Con esa sabiduría de náufrago, "Briqueta" tiene inventariados los restaurantes y confiterías del centro, donde los empleados sacan la basura cada día.
Y este día, "Briqueta" se sintió tentado como nunca: Sería alguna hamburguesa a medio comer, o un delicioso lomito sin terminar, cuyos aromas trascendieron el mal hecho paquete y la mal cerrada bolsa de residuos. Y con el hambre pendiente, "Briqueta" se mandó de una. Olfateó, revolvió, rompió todo y cuando encontró el tesoro que iba a ser su desayuno/almuerzo/merienda/cena y se estiró sobre la vereda para consumir su banquete.
El dueño del local pensó que no era un espectáculo digno de su negocio. E incapaz de resolver por sí mismo la situación le ordenó a un mozo que corriera al perro de la vereda.
Dueño y mozo, concretaron la despreciable actitud de arrojar agua hirviendo sobre el desprevenido "Briqueta". Aulló de dolor, olvidó su comidita en la acera, se asustó, saltó desesperado, trató sin éxito de lamerse el lomo, la patita, el hociquito ardientes.
Menos mal que allí estaban los jujeños. Los mismos parroquianos del local de los estúpidos vándalos inhumanos. Los transeúntes de la calle Belgrano. Y los curiosos de la calle Necochea. Todos corrieron a auxiliar a "Briqueta". Le tiraron agua fresca, lo acariciaron. Repararon su dolor. Y después golpearon los vidrios de la confitería. Putearon al dueño y al mozo. Algunos quisieron romper todo.
La policía que nunca está para defender a los perros abandonados -a pesar de las leyes que los obligan a ello- defendieron a los agresores. Los salvaron de que los linchen. Pero no podrán salvarlos jamás del repudio general. Ni de los alaridos de su propia conciencia.
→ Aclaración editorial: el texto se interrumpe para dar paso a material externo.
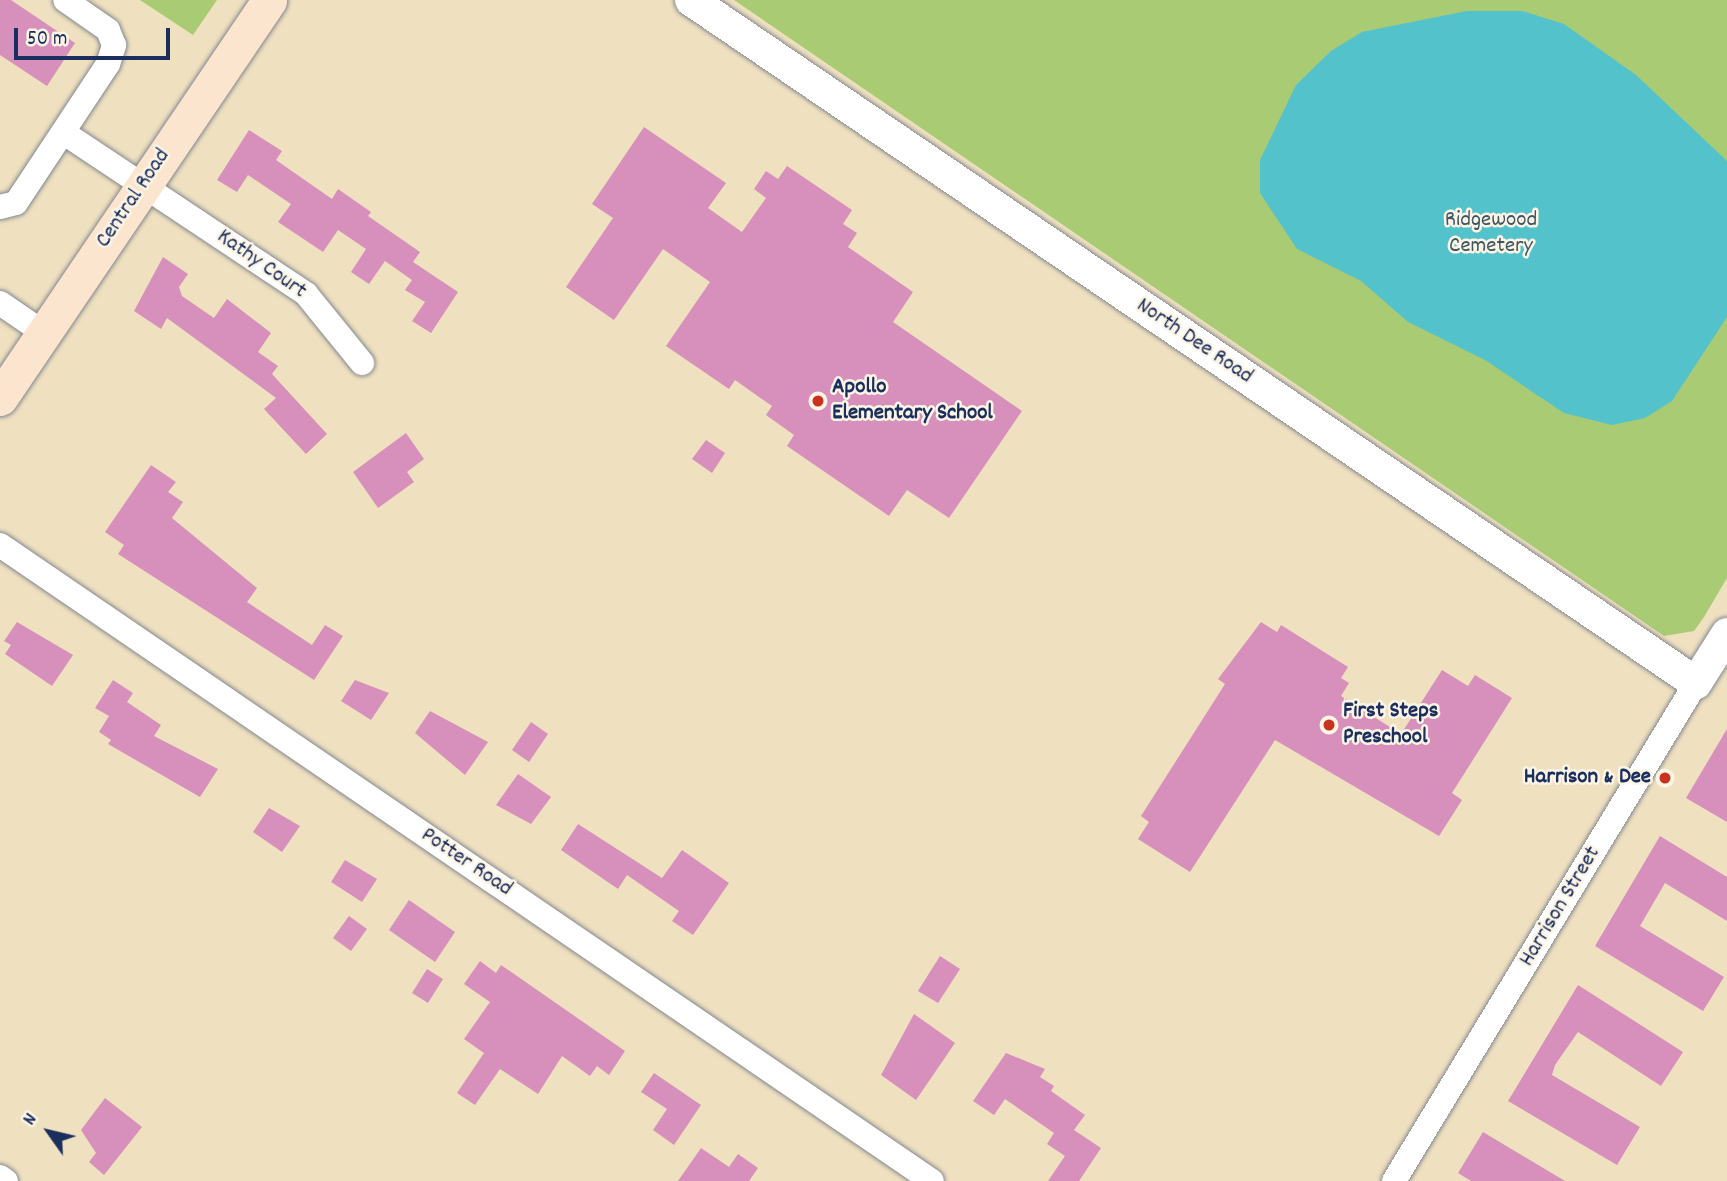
<!DOCTYPE html>
<style>
body{margin:0}
#map{position:relative;width:1727px;height:1181px;overflow:hidden;background:#efe1c0;font-family:Dekko,sans-serif}
div>[style]{position:absolute}
.green>*{inset:0;background:#a8cb74}
.water>*{inset:0;background:#54c2ca}
.building>*{inset:0;background:#d690bb}
.roads{filter:drop-shadow(0 0 2px #85888f) drop-shadow(0 0 2px #85888f)}
.minor>*{height:24px;margin:-12px;padding:0 12px;transform-origin:12px;border-radius:12px;background:#fff}
.tertiary>*{height:32px;margin:-16px;padding:0 16px;transform-origin:16px;border-radius:16px;background:#fff}
.secondary>*{height:35px;margin:-17.5px;padding:0 17.5px;transform-origin:17.5px;border-radius:17.5px;background:#fce5cf}
.dots>*{width:19px;height:19px;translate:-50% -50%;box-sizing:border-box;border:4px solid #fcf5e5;border-radius:50%}
span{translate:-50% -50%;white-space:nowrap;text-align:center;line-height:1.15;-webkit-text-stroke:5px #fcf5e5;paint-order:stroke}
.street-label{font-size:23px;color:#1b2f5e}
.park-label{font-size:23px;color:#3e5664}
.poi-label{font-size:23px;color:#1b2f5e;font-weight:700}
.left{translate:0 -50%;text-align:left}
.right{translate:-100% -50%;text-align:right}
.north{position:absolute;left:14px;top:1097px;width:70px;height:70px;-webkit-text-stroke:5px #fcf5e5;paint-order:stroke;rotate:304deg;font-size:19px;font-weight:700;line-height:28px;text-align:center;color:#1b2f5e}
.north::after{content:'';display:block;margin:auto;width:24px;height:32px;background:#1b2f5e;clip-path:polygon(50% 0,100% 100%,50% 72%,0 100%)}
.scale{position:absolute;left:14px;top:28px;width:156px;height:32px;box-sizing:border-box;border:4px solid #1b2f5e;border-top:0;padding-left:9px;font-size:21px;line-height:24px;white-space:nowrap;color:#1b2f5e;-webkit-text-stroke:5px #fcf5e5;paint-order:stroke}
</style>
<div id="map">
<div class="green">
<i style="clip-path:polygon(140px 0,217px 0,193px 35px)"></i>
<i style="clip-path:polygon(734px 0,1727px 0,1727px 578px,1704px 617px,1694px 631px,1664px 636px)"></i>
</div>
<div class="water">
<i style="clip-path:polygon(1467px 11px,1522px 11px,1564px 24px,1636px 75px,1727px 161px,1727px 317px,1672px 401px,1645px 418px,1612px 425px,1564px 413px,1485px 360px,1408px 322px,1361px 281px,1297px 249px,1260px 193px,1260px 160px,1296px 85px,1331px 51px,1362px 32px)"></i>
</div>
<div class="building">
<i style="clip-path:polygon(0 0,11px 0,75px 43px,47px 86px,0 55px)"></i>
<i style="clip-path:polygon(644px 127px,726px 183px,708px 208px,742px 232px,766px 198px,754px 189px,766px 171px,778px 179px,787px 166px,852px 210px,843px 224px,857px 233px,848px 247px,913px 292px,893px 322px,1022px 411px,949px 518px,907px 490px,889px 516px,787px 446px,794px 435px,766px 415px,772px 406px,735px 380px,729px 389px,666px 346px,710px 282px,663px 249px,614px 320px,566px 287px,613px 218px,592px 204px)"></i>
<i style="clip-path:polygon(249px 130px,282px 151px,276px 160px,332px 199px,338px 189px,371px 212px,368px 216px,420px 252px,413px 262px,458px 292px,431px 333px,412px 321px,425px 302px,405px 290px,412px 280px,385px 261px,369px 284px,351px 272px,366px 249px,338px 230px,323px 252px,278px 222px,291px 204px,248px 175px,237px 192px,217px 180px)"></i>
<i style="clip-path:polygon(163px 257px,188px 274px,179px 287px,182px 296px,214px 318px,227px 299px,271px 333px,258px 352px,278px 366px,272px 374px,327px 434px,306px 454px,264px 409px,276px 398px,167px 318px,161px 329px,134px 311px)"></i>
<i style="clip-path:polygon(406px 433px,424px 459px,407px 472px,414px 482px,378px 508px,353px 472px)"></i>
<i style="clip-path:polygon(706px 440px,725px 453px,712px 473px,692px 459px)"></i>
<i style="clip-path:polygon(151px 465px,176px 482px,168px 492px,183px 502px,172px 518px,257px 588px,247px 602px,312px 645px,325px 625px,343px 636px,314px 680px,118px 554px,124px 545px,105px 532px)"></i>
<i style="clip-path:polygon(17px 622px,73px 655px,52px 686px,5px 654px,11px 645px,4px 641px)"></i>
<i style="clip-path:polygon(1261px 622px,1277px 632px,1281px 625px,1348px 667px,1341px 678px,1349px 683px,1341px 696px,1401px 734px,1442px 670px,1468px 686px,1475px 675px,1512px 698px,1452px 793px,1462px 800px,1439px 836px,1275px 740px,1190px 872px,1138px 839px,1149px 822px,1141px 816px,1225px 684px,1218px 679px)"></i>
<i style="clip-path:polygon(113px 680px,133px 693px,127px 702px,161px 725px,154px 736px,218px 769px,200px 797px,108px 744px,111px 740px,99px 732px,109px 716px,95px 708px)"></i>
<i style="clip-path:polygon(355px 680px,389px 693px,371px 720px,341px 701px)"></i>
<i style="clip-path:polygon(430px 711px,488px 742px,465px 775px,415px 733px)"></i>
<i style="clip-path:polygon(531px 722px,548px 734px,529px 762px,512px 750px)"></i>
<i style="clip-path:polygon(1727px 729px,1727px 822px,1686px 798px)"></i>
<i style="clip-path:polygon(518px 774px,551px 797px,531px 824px,496px 805px)"></i>
<i style="clip-path:polygon(269px 808px,300px 826px,282px 852px,253px 832px)"></i>
<i style="clip-path:polygon(578px 824px,662px 878px,682px 850px,729px 883px,693px 935px,672px 921px,679px 911px,627px 875px,618px 889px,561px 850px)"></i>
<i style="clip-path:polygon(1660px 836px,1727px 877px,1727px 921px,1665px 883px,1640px 926px,1724px 977px,1703px 1011px,1595px 946px)"></i>
<i style="clip-path:polygon(345px 860px,377px 879px,362px 902px,331px 882px)"></i>
<i style="clip-path:polygon(409px 900px,455px 932px,435px 962px,389px 930px)"></i>
<i style="clip-path:polygon(349px 916px,367px 929px,351px 951px,333px 938px)"></i>
<i style="clip-path:polygon(940px 956px,960px 969px,938px 1003px,918px 991px)"></i>
<i style="clip-path:polygon(480px 961px,496px 973px,501px 965px,625px 1051px,609px 1075px,597px 1066px,590px 1076px,562px 1056px,538px 1094px,500px 1069px,475px 1105px,457px 1093px,484px 1053px,464px 1039px,490px 1002px,464px 984px)"></i>
<i style="clip-path:polygon(427px 969px,443px 979px,428px 1003px,412px 993px)"></i>
<i style="clip-path:polygon(1578px 985px,1683px 1052px,1661px 1086px,1578px 1032px,1555px 1065px,1552px 1075px,1640px 1127px,1617px 1165px,1508px 1101px)"></i>
<i style="clip-path:polygon(914px 1014px,955px 1043px,916px 1100px,881px 1075px)"></i>
<i style="clip-path:polygon(1006px 1053px,1045px 1069px,1040px 1077px,1054px 1086px,1051px 1091px,1085px 1115px,1074px 1130px,1101px 1148px,1079px 1181px,1048px 1181px,1065px 1156px,1047px 1144px,1054px 1133px,1005px 1099px,994px 1115px,973px 1101px)"></i>
<i style="clip-path:polygon(654px 1073px,701px 1105px,674px 1145px,653px 1130px,667px 1109px,641px 1092px)"></i>
<i style="clip-path:polygon(105px 1098px,142px 1127px,104px 1175px,89px 1162px,96px 1153px,81px 1130px)"></i>
<i style="clip-path:polygon(1483px 1132px,1565px 1181px,1471px 1181px,1458px 1173px)"></i>
<i style="clip-path:polygon(701px 1148px,729px 1167px,738px 1154px,758px 1168px,749px 1181px,678px 1181px)"></i>
</div>
<div class="roads">
<div class="minor">
<i style="left:67px;top:135px;width:287px;rotate:33.6deg"></i>
<i style="left:306px;top:294px;width:89px;rotate:50.9deg"></i>
<i style="left:0;top:207px;width:16px;rotate:-14deg"></i>
<i style="left:16px;top:203px;width:167px;rotate:-56.5deg"></i>
<i style="left:108px;top:64px;width:20px;rotate:-72deg"></i>
<i style="left:114px;top:45px;width:16px;rotate:-112deg"></i>
<i style="left:108px;top:30px;width:52px;rotate:-145.1deg"></i>
<i style="left:0;top:303px;width:53px;rotate:34.3deg"></i>
<i style="left:0;top:545px;width:1128px;rotate:34.31deg"></i>
<i style="left:0;top:1177px;width:7px;rotate:34deg"></i>
<i style="left:1394px;top:1181px;width:582px;rotate:-58.77deg"></i>
</div>
<div class="tertiary">
<i style="left:691px;top:0;width:1215px;rotate:34.2deg"></i>
<i style="left:1696px;top:683px;width:58px;rotate:-57.7deg"></i>
</div>
<div class="secondary">
<i style="left:0;top:398px;width:480px;rotate:-55.9deg"></i>
</div>
</div>
<div class="dots">
<i style="left:818px;top:401px;background:#c8321e"></i>
<i style="left:1329px;top:725px;background:#c8321e"></i>
<i style="left:1665px;top:778px;background:#c8321e"></i>
</div>
<div class="street-label">
<span style="left:134px;top:199px;rotate:-56deg">Central Road</span>
<span style="left:261px;top:265px;rotate:35deg">Kathy Court</span>
<span style="left:1194px;top:342px;rotate:34deg">North Dee Road</span>
<span style="left:466px;top:863px;rotate:34deg">Potter Road</span>
<span style="left:1561px;top:907px;rotate:-59deg">Harrison Street</span>
</div>
<div class="park-label">
<span style="left:1491px;top:234px">Ridgewood<br>Cemetery</span>
</div>
<div class="poi-label">
<span class="left" style="left:832px;top:401px">Apollo<br>Elementary School</span>
<span class="left" style="left:1343px;top:725px">First Steps<br>Preschool</span>
<span class="right" style="left:1651px;top:778px">Harrison &amp; Dee</span>
</div>
<div class="north">N</div>
<div class="scale">50 m</div>
</div>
"Briqueta", incapaz del rencor o de la revancha, ya se olvidó de todo.
Es probable que lo crucen por ahí, con su porte coqueto de caschi petitero, su hambre atrasada y su silenciosa demanda de cariño. Pasará con su hocico semiabierto y la lengüita afuera.
Con esa especie de sonrisa con que los perritos vagabundos andan por la calle, perdonándonos a todos.